FAKE NAMES, FLIPPED SOCIAL MEDIA PHOTOS…THE MAKINGS OF A SCAM?
Vestchain officially announced its arrival on the Bitcointalk forum back in July of 2018. Most of the token’s forum chatter was positive for the first six months or so. But then in February of this year this scam warning appeared which showed the Vestchain team members had been using fake names, and possibly completely fake identities the whole time.
The team section has now been removed from the Vestchain website, but a series of screenshots reveal that CTO and co-founder, Shawn Carter, is actually a Russian social media user named Cyril Koval.
Likewise, the Head of Business Development and Operations, Darrell Lee, turns out to be another social media user named Roman Gritsenko.
The Backend Developer, Carlos Whittington, was also revealed to be a dating site user with the name Robertas.
As you can see, the photos from the social media site have been flipped and altered slightly using bloom filters. Any username that originally seemed to have a Russian origin was changed to a more Eurocentric counterpart.

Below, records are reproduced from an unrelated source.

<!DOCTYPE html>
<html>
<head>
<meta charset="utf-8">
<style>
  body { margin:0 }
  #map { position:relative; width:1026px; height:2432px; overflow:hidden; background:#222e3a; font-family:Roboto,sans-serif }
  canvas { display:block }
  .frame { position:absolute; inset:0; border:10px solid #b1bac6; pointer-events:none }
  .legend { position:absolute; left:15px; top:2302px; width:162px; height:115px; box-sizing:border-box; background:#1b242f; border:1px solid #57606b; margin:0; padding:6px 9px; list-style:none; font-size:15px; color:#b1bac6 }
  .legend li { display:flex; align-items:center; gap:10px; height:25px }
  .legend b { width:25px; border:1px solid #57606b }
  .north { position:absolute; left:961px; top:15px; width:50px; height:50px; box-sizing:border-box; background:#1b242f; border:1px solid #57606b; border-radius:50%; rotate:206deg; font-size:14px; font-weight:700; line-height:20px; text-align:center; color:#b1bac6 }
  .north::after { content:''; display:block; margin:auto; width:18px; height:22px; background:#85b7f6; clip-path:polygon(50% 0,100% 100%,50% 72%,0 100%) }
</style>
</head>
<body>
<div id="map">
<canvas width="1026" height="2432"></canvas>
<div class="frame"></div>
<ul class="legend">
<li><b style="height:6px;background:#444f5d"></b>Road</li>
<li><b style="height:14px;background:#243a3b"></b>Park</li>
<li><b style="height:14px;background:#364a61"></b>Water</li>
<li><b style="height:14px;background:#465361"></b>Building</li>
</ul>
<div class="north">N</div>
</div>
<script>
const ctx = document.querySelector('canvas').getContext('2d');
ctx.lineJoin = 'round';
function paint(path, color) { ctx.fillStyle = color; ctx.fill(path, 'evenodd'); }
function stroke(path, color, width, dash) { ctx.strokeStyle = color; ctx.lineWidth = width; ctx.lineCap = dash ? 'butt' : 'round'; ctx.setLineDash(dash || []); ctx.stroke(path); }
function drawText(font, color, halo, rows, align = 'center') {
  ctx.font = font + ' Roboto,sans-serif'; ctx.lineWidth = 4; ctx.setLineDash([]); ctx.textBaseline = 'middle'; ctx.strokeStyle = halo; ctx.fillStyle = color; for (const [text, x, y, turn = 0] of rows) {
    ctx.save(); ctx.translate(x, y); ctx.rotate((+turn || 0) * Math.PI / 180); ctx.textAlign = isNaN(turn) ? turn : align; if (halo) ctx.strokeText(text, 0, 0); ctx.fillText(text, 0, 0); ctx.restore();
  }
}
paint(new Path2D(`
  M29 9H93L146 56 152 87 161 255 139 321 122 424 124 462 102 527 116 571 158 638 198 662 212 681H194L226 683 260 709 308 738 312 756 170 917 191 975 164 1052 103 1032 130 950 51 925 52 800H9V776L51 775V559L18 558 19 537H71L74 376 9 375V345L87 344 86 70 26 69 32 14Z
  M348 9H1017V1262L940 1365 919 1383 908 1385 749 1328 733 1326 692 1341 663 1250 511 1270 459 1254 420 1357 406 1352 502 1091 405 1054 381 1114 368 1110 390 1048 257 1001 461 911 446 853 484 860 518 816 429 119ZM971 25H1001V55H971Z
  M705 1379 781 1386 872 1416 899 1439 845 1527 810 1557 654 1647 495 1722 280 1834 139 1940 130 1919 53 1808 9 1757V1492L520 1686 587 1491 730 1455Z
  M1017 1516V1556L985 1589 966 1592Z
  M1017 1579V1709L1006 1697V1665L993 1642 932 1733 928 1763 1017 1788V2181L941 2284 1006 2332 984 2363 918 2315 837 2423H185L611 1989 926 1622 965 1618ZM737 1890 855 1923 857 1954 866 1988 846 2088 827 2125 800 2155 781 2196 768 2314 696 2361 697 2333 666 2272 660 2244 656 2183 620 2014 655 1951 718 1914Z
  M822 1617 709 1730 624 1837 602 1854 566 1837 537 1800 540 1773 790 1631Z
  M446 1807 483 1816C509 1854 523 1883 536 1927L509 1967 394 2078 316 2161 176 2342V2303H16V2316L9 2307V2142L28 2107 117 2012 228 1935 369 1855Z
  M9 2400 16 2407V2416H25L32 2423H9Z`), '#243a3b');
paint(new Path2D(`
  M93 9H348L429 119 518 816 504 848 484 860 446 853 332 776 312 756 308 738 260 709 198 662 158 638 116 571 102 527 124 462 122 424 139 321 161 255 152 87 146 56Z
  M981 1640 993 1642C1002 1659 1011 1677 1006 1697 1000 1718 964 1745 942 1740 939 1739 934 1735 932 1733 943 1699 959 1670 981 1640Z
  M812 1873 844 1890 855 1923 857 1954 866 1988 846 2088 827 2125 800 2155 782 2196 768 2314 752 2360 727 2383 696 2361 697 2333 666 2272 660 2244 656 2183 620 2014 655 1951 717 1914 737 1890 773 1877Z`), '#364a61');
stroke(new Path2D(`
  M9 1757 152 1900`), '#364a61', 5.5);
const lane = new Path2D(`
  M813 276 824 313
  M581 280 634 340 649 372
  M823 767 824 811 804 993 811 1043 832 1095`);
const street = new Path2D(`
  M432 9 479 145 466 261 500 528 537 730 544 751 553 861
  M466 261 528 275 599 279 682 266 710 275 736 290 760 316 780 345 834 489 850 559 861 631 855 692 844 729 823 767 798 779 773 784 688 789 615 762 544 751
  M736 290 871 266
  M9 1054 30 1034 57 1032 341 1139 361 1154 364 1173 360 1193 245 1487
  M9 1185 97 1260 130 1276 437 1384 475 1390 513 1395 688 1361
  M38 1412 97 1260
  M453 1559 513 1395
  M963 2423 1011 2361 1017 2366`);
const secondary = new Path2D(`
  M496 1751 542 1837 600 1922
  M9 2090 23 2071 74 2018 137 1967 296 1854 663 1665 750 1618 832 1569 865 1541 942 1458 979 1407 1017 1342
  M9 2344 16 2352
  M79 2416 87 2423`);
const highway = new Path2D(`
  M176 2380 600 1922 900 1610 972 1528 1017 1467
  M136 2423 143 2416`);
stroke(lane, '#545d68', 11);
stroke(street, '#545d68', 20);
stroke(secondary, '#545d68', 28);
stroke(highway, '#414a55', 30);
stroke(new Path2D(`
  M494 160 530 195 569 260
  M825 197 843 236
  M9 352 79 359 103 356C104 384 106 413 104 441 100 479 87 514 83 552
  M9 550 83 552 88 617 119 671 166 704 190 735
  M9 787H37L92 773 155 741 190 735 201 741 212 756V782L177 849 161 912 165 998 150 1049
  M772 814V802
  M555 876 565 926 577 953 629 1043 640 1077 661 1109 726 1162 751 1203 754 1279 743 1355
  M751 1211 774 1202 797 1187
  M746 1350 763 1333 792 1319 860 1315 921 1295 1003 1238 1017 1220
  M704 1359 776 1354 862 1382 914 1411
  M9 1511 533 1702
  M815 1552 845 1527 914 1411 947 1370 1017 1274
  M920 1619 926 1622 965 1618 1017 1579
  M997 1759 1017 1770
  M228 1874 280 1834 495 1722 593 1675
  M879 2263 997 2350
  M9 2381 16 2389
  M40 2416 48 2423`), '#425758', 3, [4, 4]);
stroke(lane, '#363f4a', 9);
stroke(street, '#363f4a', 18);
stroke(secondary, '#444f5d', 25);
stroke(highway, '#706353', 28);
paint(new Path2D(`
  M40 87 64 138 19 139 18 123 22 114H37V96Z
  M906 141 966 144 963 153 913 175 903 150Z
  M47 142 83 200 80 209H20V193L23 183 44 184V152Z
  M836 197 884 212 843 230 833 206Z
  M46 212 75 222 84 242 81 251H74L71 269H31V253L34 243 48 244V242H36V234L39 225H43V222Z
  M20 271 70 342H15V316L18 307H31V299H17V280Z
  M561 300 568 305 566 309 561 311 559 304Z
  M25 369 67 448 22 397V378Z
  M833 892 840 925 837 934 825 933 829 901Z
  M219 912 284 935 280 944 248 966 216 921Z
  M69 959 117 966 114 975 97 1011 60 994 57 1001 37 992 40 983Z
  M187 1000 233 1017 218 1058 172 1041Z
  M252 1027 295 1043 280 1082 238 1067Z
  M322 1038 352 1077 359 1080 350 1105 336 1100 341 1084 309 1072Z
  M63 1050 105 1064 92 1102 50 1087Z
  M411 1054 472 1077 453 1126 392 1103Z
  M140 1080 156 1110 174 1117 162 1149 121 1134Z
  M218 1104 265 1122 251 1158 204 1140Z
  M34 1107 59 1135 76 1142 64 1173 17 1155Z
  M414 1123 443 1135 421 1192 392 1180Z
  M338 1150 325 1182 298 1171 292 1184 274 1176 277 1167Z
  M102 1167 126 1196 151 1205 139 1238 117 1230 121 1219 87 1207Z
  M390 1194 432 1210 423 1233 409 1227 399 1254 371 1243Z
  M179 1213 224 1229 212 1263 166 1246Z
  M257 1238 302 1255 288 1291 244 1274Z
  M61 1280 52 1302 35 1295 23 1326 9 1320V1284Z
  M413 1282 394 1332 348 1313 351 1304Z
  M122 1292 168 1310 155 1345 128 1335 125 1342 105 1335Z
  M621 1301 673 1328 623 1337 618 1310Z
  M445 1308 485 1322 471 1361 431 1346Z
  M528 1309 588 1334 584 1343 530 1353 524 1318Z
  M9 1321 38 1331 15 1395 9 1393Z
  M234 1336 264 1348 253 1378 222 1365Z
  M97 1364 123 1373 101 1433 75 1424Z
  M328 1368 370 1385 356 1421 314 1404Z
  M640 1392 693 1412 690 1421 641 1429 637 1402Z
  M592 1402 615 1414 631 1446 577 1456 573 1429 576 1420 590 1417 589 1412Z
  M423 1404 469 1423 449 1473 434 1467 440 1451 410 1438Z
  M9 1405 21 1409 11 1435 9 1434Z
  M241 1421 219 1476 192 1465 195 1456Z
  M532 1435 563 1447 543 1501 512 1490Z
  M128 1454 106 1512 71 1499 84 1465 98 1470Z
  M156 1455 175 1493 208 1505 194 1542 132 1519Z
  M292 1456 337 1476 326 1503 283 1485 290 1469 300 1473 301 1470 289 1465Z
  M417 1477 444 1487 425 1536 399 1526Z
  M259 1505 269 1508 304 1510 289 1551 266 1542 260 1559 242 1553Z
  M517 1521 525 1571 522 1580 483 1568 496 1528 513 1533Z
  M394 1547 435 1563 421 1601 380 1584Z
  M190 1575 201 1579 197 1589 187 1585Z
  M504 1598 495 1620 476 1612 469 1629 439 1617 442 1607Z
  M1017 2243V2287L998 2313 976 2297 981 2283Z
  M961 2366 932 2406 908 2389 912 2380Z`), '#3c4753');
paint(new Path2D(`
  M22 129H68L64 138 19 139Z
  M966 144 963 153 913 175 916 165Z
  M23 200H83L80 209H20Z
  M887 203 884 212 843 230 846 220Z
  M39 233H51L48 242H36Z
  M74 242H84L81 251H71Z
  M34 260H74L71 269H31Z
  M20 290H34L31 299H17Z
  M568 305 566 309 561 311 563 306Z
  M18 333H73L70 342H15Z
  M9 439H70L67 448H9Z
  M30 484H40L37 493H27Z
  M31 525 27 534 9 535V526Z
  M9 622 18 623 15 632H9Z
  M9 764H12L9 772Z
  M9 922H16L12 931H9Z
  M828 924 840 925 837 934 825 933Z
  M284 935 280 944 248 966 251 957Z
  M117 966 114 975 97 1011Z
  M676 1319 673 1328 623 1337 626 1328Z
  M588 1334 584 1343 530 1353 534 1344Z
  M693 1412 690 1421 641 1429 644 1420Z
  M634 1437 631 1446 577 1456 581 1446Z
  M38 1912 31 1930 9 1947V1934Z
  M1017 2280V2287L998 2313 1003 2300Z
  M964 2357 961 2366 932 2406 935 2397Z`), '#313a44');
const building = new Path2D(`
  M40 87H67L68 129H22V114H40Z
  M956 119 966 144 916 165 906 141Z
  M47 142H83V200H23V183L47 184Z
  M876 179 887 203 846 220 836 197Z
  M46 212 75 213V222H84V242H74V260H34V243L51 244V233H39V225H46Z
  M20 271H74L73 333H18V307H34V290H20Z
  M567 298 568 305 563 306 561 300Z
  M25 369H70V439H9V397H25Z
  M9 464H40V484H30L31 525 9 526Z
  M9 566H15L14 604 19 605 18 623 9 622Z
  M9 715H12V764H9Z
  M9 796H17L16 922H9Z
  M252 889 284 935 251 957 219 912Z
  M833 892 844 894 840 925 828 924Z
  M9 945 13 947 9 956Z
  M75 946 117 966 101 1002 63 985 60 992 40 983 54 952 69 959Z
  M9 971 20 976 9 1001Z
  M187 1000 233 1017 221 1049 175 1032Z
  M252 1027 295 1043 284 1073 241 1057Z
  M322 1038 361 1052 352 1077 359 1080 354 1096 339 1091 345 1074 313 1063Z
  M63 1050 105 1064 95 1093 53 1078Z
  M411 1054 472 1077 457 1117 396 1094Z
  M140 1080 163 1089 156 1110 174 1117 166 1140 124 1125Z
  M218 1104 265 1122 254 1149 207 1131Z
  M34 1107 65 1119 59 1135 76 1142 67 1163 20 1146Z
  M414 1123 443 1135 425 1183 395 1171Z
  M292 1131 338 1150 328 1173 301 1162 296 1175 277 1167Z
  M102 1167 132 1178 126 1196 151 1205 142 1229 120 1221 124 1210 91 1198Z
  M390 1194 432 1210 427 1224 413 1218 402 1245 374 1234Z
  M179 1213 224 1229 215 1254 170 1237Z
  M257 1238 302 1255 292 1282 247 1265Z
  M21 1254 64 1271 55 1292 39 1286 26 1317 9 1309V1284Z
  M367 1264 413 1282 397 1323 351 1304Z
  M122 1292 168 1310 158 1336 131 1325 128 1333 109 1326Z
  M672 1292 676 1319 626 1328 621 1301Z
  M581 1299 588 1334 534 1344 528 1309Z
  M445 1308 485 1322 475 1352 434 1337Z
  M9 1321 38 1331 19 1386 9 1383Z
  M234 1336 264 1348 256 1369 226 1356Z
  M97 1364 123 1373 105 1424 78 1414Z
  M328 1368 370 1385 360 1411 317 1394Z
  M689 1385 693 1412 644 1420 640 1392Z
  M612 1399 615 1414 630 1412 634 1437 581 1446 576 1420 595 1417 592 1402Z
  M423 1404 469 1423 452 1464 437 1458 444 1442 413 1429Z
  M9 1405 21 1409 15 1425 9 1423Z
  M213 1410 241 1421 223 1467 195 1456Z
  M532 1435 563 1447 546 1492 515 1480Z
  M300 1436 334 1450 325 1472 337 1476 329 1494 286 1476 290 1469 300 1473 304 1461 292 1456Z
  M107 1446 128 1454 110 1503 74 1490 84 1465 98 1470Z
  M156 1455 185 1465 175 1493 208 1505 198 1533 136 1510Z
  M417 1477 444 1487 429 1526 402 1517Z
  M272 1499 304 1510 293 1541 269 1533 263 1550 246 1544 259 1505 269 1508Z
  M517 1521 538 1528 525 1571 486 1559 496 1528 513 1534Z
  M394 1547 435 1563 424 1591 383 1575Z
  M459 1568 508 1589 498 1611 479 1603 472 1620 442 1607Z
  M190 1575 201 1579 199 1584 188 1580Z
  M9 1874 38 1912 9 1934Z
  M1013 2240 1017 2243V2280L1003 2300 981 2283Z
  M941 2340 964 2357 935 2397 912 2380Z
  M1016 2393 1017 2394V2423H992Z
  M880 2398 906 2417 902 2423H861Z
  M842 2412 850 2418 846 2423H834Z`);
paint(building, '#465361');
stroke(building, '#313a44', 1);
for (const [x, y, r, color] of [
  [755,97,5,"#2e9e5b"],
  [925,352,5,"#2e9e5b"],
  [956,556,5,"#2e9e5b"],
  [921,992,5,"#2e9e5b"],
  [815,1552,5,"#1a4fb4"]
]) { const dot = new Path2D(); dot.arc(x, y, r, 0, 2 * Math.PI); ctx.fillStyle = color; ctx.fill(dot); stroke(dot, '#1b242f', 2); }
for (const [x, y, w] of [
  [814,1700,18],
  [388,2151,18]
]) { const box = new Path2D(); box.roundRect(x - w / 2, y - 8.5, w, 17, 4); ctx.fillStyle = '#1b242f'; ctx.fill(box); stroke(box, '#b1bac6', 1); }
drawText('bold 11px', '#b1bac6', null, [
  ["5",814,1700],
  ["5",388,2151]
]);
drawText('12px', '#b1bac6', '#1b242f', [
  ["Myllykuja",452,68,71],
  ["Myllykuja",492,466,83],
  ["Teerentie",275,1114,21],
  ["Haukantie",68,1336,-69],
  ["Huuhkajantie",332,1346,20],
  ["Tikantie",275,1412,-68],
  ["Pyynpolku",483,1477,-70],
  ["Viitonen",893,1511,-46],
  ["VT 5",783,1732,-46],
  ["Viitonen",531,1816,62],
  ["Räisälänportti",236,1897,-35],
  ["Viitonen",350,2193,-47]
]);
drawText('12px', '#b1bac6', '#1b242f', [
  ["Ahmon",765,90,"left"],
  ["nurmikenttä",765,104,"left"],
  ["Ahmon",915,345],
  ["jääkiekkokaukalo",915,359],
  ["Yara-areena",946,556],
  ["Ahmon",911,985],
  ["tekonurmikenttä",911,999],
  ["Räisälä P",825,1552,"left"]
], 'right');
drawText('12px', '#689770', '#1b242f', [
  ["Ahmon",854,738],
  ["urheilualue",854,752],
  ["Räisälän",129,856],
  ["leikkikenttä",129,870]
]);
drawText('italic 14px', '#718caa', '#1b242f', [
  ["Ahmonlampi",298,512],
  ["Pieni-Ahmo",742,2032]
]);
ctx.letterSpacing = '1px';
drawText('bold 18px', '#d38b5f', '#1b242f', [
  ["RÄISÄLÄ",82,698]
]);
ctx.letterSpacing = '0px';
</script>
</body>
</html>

VESTCHAIN TEAM RESPOND: ‘OUR TEAM SECTION WAS IN TEST MODE’
Shortly after these photos were discovered and accusations were made, the Vestchain team popped their head up to explain away all the confusion.
From the team’s response on Bitcointalk:
“The section about our Team appeared on our website just a few days ago and is now in a test mode. All the photos, first and second names don’t really exist. Our most considerable mistake is that we haven’t opened the test mode section on our website earlier. Currently, the section about our Team is closed and is being developed. We will soon update this section on our website.”
That means the website’s team section has been in ‘test mode’ using fake names for over six months. It still isn’t clear if the team used their own photos with fake names or fake photos with fake names.
What is clear is that the Vestchain team section has since disappeared from the project’s website – which now gives no details whatsoever on its team members. Sharp-eyed users on Bitcointalk have since identified multiple user accounts connected with the project, which were used to shill the token over the past six to nine months
VEST TOKEN JUMPS 382% IN ONE DAY
From the daily low of $0.006056, the value of VEST tokens jumped 382% up to a peak of $0.029249 on Monday. That briefly put Vestchain’s market cap at $206 million, temporarily inserting Vestchain as a top-forty token.
The token price eventually rebounded back to the $0.01 range and left the project with a market cap of $80 million, and a place among the top-seventy capped coins. There’s little to explain the token’s movement at this point, and Monday’s surge was achieved with volume of just $11,000, from trading on just three exchanges.